While the original implementation was expedient, I suggest that we may want to look at the problem from the other direction. Let's override the __getitem__ and __setitem__ methods instead. That seems to be less perilous if not a bit more verbose:

....class DotDict(collections.MutableMapping):
........def __init__(self, initializer=None):
............if isinstance(initializer, collections.Mapping):
................self.__dict__.update(initializer)
............elif initializer is not None:
................raise TypeError('can only initialize with a Mapping')
........def __getitem__(self, key):
............return self.__dict__[key]
........def __setitem__(self, key, value):
............self.__dict__[key] = value
........def __delitem__(self, key):
............del self.__dict__[key]
........def __iter__(self):
............return ((k, v) for k, v in self.__dict__.iteritems()
....................if not k.startswith('_'))
........def __len__(self):
............return len(self.__dict__)

With this implementation, there is no interference with other magic methods. Deep copy works fine without having to override it with a local implementation.

This implementation will raise an AttributeError rather than a KeyError if a key is not found. This is somewhat of an irreconcilable difference. For use in configman/socorro, we're more interested in following the collections.Mapping interface, so we ought to have a KeyError rather than an AttributeError. Adding this method ought to fix that up:

........def __getattr__(self, key):
............try:
................return super(DotDict, self).__getattr__(key)
............except AttributeError:
................if not key.startswith('_'):
....................raise KeyError(key)
................raise
K Lars Lohn - 20 March 2012 [«« Reply to this]
pastebin of my code from the previous posting:

http://lars.pastebin.mozilla.org/1526920
K Lars Lohn - 20 March 2012 [«« Reply to this]
ok, I withdraw that __getattr__ method. It superficially gave me the result that I wanted, but for the wrong reason. super(DotDict) doesn't have a __getattr__, so an AttributeError is raised.

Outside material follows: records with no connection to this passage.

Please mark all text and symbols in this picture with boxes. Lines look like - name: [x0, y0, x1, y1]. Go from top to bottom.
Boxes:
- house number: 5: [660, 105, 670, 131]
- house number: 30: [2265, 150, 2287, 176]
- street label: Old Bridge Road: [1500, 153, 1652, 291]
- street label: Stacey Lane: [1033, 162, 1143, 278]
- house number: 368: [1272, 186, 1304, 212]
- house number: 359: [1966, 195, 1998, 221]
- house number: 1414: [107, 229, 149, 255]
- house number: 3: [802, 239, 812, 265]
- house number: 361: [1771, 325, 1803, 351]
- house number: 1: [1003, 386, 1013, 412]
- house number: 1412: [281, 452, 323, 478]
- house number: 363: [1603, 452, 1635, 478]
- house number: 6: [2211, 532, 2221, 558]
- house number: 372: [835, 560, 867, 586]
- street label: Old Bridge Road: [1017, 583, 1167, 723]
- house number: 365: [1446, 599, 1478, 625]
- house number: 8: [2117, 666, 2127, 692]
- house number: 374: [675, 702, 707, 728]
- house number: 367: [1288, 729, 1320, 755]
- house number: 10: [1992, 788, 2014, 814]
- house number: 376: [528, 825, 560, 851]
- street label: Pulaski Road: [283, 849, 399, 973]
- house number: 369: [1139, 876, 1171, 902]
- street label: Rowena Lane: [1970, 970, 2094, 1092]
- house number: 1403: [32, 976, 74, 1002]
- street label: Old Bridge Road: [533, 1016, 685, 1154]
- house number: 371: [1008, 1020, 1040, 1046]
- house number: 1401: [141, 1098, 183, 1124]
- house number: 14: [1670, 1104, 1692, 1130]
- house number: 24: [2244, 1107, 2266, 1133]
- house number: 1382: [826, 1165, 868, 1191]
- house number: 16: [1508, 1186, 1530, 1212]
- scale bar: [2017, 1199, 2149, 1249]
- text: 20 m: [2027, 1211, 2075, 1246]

__getattr__ is only called when the normal mechanism for finding an attribute have failed. So this is already the degenerate case. We ought to just be raising the KeyError in there without trying to first call some theoretical super implementation of __gettattr__.

As an aside, the whole idea at this point that things beginning with '_' are to be treated as special is suspect. By the time we get to a call of __getattr__ magic methods have already been resolved. So in your mind, delete my special handling of '_' in a key name.